Records from a collection
━━━

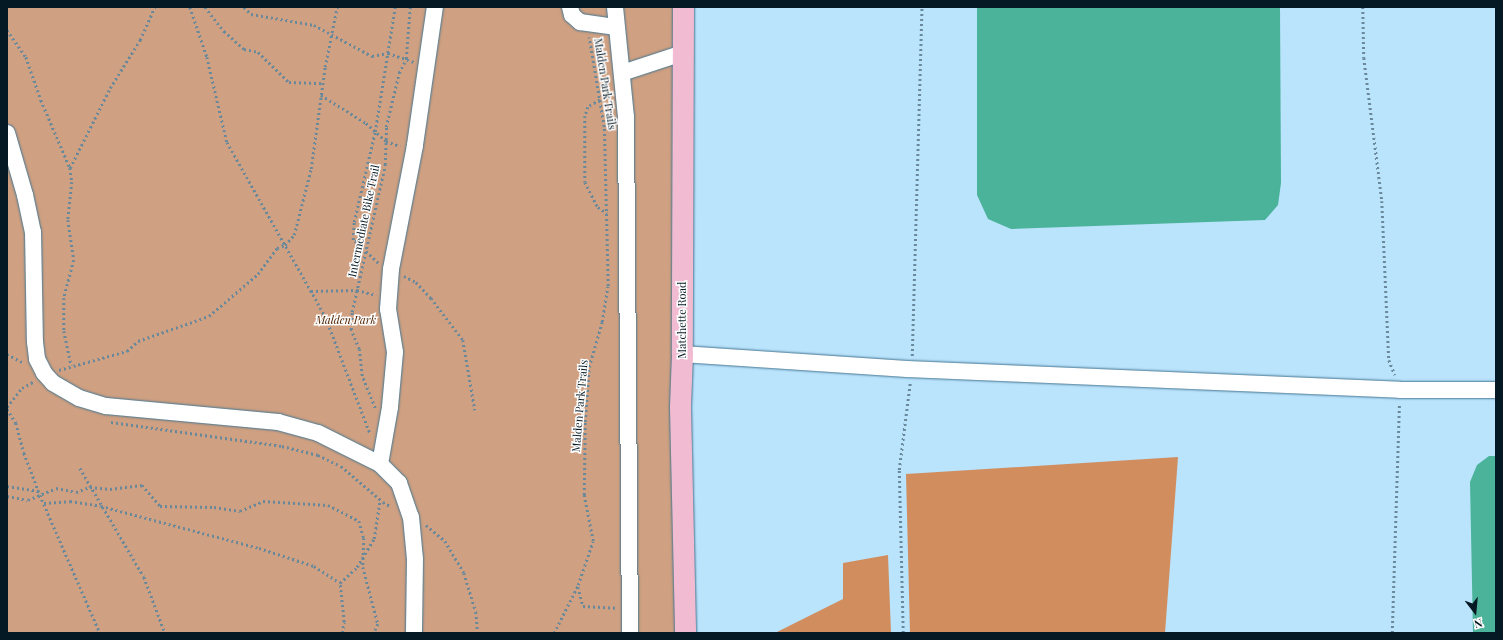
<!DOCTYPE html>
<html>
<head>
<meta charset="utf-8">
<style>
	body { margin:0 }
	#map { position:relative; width:1503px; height:640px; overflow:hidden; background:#bae3fc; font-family:"Playfair Display",serif }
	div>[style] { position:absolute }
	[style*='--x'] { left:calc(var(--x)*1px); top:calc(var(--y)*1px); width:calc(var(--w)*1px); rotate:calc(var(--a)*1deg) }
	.green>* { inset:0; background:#cfa081; transform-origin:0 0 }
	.forest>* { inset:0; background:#d18d5e }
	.water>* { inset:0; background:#4bb39a }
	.path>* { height:2.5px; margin-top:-1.25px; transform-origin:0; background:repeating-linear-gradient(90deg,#69899b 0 2px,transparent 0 5px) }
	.roads { filter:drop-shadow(0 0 1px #457692) drop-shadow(0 0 1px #457692) }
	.minor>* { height:16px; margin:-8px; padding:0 8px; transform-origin:8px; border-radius:8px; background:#fff }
	.major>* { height:21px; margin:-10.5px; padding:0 10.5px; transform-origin:10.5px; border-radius:10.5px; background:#f1bcd1 }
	span { translate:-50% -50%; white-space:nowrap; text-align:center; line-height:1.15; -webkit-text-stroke:3px #fefefe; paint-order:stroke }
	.street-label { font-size:11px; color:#051924 }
	.park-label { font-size:11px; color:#4f2300; font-style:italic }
	.frame { position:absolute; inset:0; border:8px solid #051924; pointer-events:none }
	.north { position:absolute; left:1455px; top:592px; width:40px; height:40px; -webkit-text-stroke:3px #fefefe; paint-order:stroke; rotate:164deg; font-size:11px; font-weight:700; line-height:16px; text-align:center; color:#051924 }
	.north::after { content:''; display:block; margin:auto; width:14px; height:18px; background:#051924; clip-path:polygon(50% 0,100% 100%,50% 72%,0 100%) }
</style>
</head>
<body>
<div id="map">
	<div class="green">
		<div style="left:7px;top:7px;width:678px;height:626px"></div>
	</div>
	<div class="forest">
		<div style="clip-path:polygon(1178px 457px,1165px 633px,910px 633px,906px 474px)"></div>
		<div style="clip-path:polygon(888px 555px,891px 633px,775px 633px,843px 599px,843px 563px)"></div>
	</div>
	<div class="water">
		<div style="clip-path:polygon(977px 7px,1280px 7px,1281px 183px,1278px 205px,1265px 220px,1011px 229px,988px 219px,977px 195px)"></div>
		<div style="clip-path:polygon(1489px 456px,1496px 456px,1496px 633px,1473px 633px,1470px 482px,1477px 465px)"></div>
	</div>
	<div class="path">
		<div style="--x:190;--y:7;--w:53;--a:71.2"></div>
		<div style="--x:207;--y:57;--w:87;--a:76.8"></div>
		<div style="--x:227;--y:142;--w:202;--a:60.6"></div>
		<div style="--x:326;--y:318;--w:123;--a:69.1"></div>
		<div style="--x:205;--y:7;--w:31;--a:52"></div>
		<div style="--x:224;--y:31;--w:27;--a:42"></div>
		<div style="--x:244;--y:49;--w:14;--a:12"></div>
		<div style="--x:258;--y:52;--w:43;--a:44.1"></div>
		<div style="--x:289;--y:82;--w:34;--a:2"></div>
		<div style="--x:244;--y:7;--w:10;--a:45"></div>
		<div style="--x:251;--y:14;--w:64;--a:9.9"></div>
		<div style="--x:314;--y:25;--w:66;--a:28.1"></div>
		<div style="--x:372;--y:56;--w:16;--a:-11"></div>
		<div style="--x:388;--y:53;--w:28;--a:19"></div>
		<div style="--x:1363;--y:7;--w:51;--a:88.9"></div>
		<div style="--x:1364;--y:58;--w:144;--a:82.8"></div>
		<div style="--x:1382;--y:201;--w:159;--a:87.5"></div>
		<div style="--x:1389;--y:360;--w:16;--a:68"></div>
		<div style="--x:7;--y:30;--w:33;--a:55"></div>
		<div style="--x:26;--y:57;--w:46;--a:70.8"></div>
		<div style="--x:41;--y:100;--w:74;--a:66.9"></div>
		<div style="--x:70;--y:168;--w:14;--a:82"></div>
		<div style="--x:72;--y:182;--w:38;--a:96"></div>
		<div style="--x:68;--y:220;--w:40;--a:81.5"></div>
		<div style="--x:74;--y:260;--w:39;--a:105"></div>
		<div style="--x:64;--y:298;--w:33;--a:90"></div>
		<div style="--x:64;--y:331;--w:35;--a:78"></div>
		<div style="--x:321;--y:95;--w:53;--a:31.9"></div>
		<div style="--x:366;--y:123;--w:27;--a:42"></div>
		<div style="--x:386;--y:141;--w:15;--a:20"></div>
		<div style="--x:600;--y:100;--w:14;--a:150"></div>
		<div style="--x:588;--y:107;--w:9;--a:108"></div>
		<div style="--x:585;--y:116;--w:66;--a:90"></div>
		<div style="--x:585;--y:182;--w:28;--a:63"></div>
		<div style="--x:598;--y:207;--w:11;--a:34"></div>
		<div style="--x:70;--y:168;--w:89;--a:-63.4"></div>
		<div style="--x:110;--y:88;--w:57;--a:-58"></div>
		<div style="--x:140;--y:40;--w:36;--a:-66"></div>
		<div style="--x:378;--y:263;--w:34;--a:-137"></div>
		<div style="--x:353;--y:240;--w:18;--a:-87"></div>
		<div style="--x:354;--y:222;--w:92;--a:-76.9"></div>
		<div style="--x:375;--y:132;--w:127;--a:-80.9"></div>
		<div style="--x:404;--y:276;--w:13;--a:27"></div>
		<div style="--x:416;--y:282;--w:22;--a:47"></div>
		<div style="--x:431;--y:298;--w:53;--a:52.7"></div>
		<div style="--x:463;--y:340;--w:71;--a:80.3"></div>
		<div style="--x:311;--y:291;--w:46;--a:-1.2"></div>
		<div style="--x:357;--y:290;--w:20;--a:15"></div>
		<div style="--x:7;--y:354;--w:19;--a:28"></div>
		<div style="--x:912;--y:356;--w:349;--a:-88.4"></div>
		<div style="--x:59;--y:370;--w:71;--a:-15.6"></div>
		<div style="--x:127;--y:351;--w:15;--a:-42"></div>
		<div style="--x:138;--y:341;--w:75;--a:-19.4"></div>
		<div style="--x:209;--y:316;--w:65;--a:-40.6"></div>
		<div style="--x:258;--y:274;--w:32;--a:-54"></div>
		<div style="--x:277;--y:248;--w:9;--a:-21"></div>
		<div style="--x:285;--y:245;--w:13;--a:-48"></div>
		<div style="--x:294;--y:235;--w:68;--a:-75.6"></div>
		<div style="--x:311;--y:169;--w:103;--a:-82.2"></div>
		<div style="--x:325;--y:67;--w:61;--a:-78.7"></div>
		<div style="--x:7;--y:407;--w:24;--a:-52"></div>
		<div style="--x:22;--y:388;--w:13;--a:-29"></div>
		<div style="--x:375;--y:408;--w:35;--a:-112"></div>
		<div style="--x:362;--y:376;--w:27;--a:-96"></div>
		<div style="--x:359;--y:349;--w:21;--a:-113"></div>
		<div style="--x:351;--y:330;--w:18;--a:-87"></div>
		<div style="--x:352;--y:312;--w:151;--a:-77.3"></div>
		<div style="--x:385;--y:165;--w:38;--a:-88"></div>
		<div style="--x:386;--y:127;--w:56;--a:-76.5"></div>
		<div style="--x:399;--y:73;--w:16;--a:-63"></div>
		<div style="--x:406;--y:59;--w:52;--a:-85.6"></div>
		<div style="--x:7;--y:409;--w:17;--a:57"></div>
		<div style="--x:16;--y:423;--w:31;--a:75"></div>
		<div style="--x:24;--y:453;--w:45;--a:69.1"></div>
		<div style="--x:40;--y:495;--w:150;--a:66.5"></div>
		<div style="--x:111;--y:422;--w:173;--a:8"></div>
		<div style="--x:282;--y:446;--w:37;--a:14"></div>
		<div style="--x:318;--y:455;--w:25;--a:26"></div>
		<div style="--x:341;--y:466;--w:55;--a:40.6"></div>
		<div style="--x:383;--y:502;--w:10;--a:29"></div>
		<div style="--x:80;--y:468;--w:126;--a:59.6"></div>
		<div style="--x:144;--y:577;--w:60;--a:69.4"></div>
		<div style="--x:7;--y:486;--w:32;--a:9"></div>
		<div style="--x:7;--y:496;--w:21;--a:11"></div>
		<div style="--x:28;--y:500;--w:30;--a:-23"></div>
		<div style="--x:56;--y:488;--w:20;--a:11"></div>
		<div style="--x:76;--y:492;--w:15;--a:-20"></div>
		<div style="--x:90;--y:487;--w:20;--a:6"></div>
		<div style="--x:110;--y:489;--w:32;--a:-7"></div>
		<div style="--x:142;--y:485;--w:28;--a:49"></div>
		<div style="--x:160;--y:506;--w:54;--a:1.1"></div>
		<div style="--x:214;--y:507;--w:26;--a:9"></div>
		<div style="--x:240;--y:511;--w:25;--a:-23"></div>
		<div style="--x:263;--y:501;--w:65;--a:3.5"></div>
		<div style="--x:328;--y:505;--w:35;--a:27"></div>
		<div style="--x:359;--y:521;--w:18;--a:74"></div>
		<div style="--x:364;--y:538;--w:29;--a:92"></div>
		<div style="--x:363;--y:567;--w:59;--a:75.3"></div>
		<div style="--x:378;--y:624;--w:10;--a:114"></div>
		<div style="--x:44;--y:503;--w:26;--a:-4"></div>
		<div style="--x:70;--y:501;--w:31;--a:9"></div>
		<div style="--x:101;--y:506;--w:163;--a:14.9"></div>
		<div style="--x:259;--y:548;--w:58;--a:18.1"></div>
		<div style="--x:314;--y:566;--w:31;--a:33"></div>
		<div style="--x:426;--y:525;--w:25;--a:40"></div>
		<div style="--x:445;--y:541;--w:37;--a:59"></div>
		<div style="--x:464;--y:573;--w:41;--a:72.9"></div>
		<div style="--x:476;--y:612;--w:21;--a:85"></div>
		<div style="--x:578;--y:587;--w:20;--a:75"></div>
		<div style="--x:583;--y:606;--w:33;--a:3"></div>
		<div style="--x:342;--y:633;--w:11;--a:-80"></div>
		<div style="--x:344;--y:622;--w:39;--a:-96"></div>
		<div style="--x:340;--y:583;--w:23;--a:-43"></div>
		<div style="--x:357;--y:567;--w:33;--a:-59"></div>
		<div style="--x:374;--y:539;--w:40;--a:-81.5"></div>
		<div style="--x:554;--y:633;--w:54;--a:-63.4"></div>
		<div style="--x:578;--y:585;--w:46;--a:-71.2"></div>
		<div style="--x:593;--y:541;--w:47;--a:-101.1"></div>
		<div style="--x:584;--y:495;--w:73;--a:-89.2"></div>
		<div style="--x:585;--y:422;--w:55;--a:-85.8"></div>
		<div style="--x:589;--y:367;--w:47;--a:-73.9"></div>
		<div style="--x:602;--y:322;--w:36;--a:-81"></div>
		<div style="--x:608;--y:286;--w:159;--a:-91.4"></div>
		<div style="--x:604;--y:127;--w:91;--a:-99.5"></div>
		<div style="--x:903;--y:633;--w:163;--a:-91.4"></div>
		<div style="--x:899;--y:470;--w:88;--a:-82.8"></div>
		<div style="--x:1392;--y:633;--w:229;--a:-88.2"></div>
	</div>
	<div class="roads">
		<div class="minor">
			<div style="--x:570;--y:7;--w:8;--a:76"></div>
			<div style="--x:572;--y:15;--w:11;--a:41"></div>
			<div style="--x:580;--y:22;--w:35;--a:8"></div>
			<div style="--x:615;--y:7;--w:111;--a:84.3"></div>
			<div style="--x:626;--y:117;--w:516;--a:89.56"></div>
			<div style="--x:622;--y:73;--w:64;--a:-18.2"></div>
			<div style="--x:7;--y:133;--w:65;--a:73.8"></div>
			<div style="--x:25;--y:195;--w:38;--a:78"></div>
			<div style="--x:33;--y:232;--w:110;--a:89"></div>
			<div style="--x:35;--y:342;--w:17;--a:83"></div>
			<div style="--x:37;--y:359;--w:16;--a:63"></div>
			<div style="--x:44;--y:373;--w:13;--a:48"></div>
			<div style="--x:53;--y:383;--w:30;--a:30"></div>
			<div style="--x:79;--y:398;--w:28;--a:17"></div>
			<div style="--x:106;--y:406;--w:173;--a:5.3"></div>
			<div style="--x:278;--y:422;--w:41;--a:15.4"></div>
			<div style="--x:318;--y:433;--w:69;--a:26.6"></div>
			<div style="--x:380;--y:464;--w:27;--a:45"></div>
			<div style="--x:399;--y:483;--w:36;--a:71"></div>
			<div style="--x:411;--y:517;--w:42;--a:84.6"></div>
			<div style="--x:415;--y:559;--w:74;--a:90.8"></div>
			<div style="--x:682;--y:354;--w:225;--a:3.8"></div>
			<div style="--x:907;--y:369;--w:493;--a:2.4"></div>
			<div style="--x:1400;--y:390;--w:96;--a:0"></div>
			<div style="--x:380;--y:464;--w:58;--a:-80"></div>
			<div style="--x:390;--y:407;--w:55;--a:-84.8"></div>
			<div style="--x:395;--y:352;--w:44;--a:-99.2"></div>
			<div style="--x:388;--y:309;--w:40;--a:-85.7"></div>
			<div style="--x:391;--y:269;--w:126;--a:-79"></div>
			<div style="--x:415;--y:145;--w:139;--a:-81.8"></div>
		</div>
		<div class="major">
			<div style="--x:683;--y:7;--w:347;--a:90.2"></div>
			<div style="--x:682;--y:354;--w:53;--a:92.2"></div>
			<div style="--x:680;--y:407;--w:226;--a:88.7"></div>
		</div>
	</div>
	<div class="street-label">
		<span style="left:605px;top:84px;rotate:81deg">Malden Park Trails</span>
		<span style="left:364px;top:221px;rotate:-78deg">Intermediate Bike Trail</span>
		<span style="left:682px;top:320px;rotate:-90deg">Matchette Road</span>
		<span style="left:580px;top:406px;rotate:-85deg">Malden Park Trails</span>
	</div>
	<div class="park-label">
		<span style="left:346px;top:320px">Malden Park</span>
	</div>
	<div class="frame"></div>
	<div class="north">N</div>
</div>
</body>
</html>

━━━

Problem requirements.
Starting at the line that contains "position:relative; width:1503px; height:640px;" and stopping after the line that contains "translate:-50% -50%; white-space:nowrap;", write out every line exactly as it appears above, and no other line.

Reply to the task.
	#map { position:relative; width:1503px; height:640px; overflow:hidden; background:#bae3fc; font-family:"Playfair Display",serif }
	div>[style] { position:absolute }
	[style*='--x'] { left:calc(var(--x)*1px); top:calc(var(--y)*1px); width:calc(var(--w)*1px); rotate:calc(var(--a)*1deg) }
	.green>* { inset:0; background:#cfa081; transform-origin:0 0 }
	.forest>* { inset:0; background:#d18d5e }
	.water>* { inset:0; background:#4bb39a }
	.path>* { height:2.5px; margin-top:-1.25px; transform-origin:0; background:repeating-linear-gradient(90deg,#69899b 0 2px,transparent 0 5px) }
	.roads { filter:drop-shadow(0 0 1px #457692) drop-shadow(0 0 1px #457692) }
	.minor>* { height:16px; margin:-8px; padding:0 8px; transform-origin:8px; border-radius:8px; background:#fff }
	.major>* { height:21px; margin:-10.5px; padding:0 10.5px; transform-origin:10.5px; border-radius:10.5px; background:#f1bcd1 }
	span { translate:-50% -50%; white-space:nowrap; text-align:center; line-height:1.15; -webkit-text-stroke:3px #fefefe; paint-order:stroke }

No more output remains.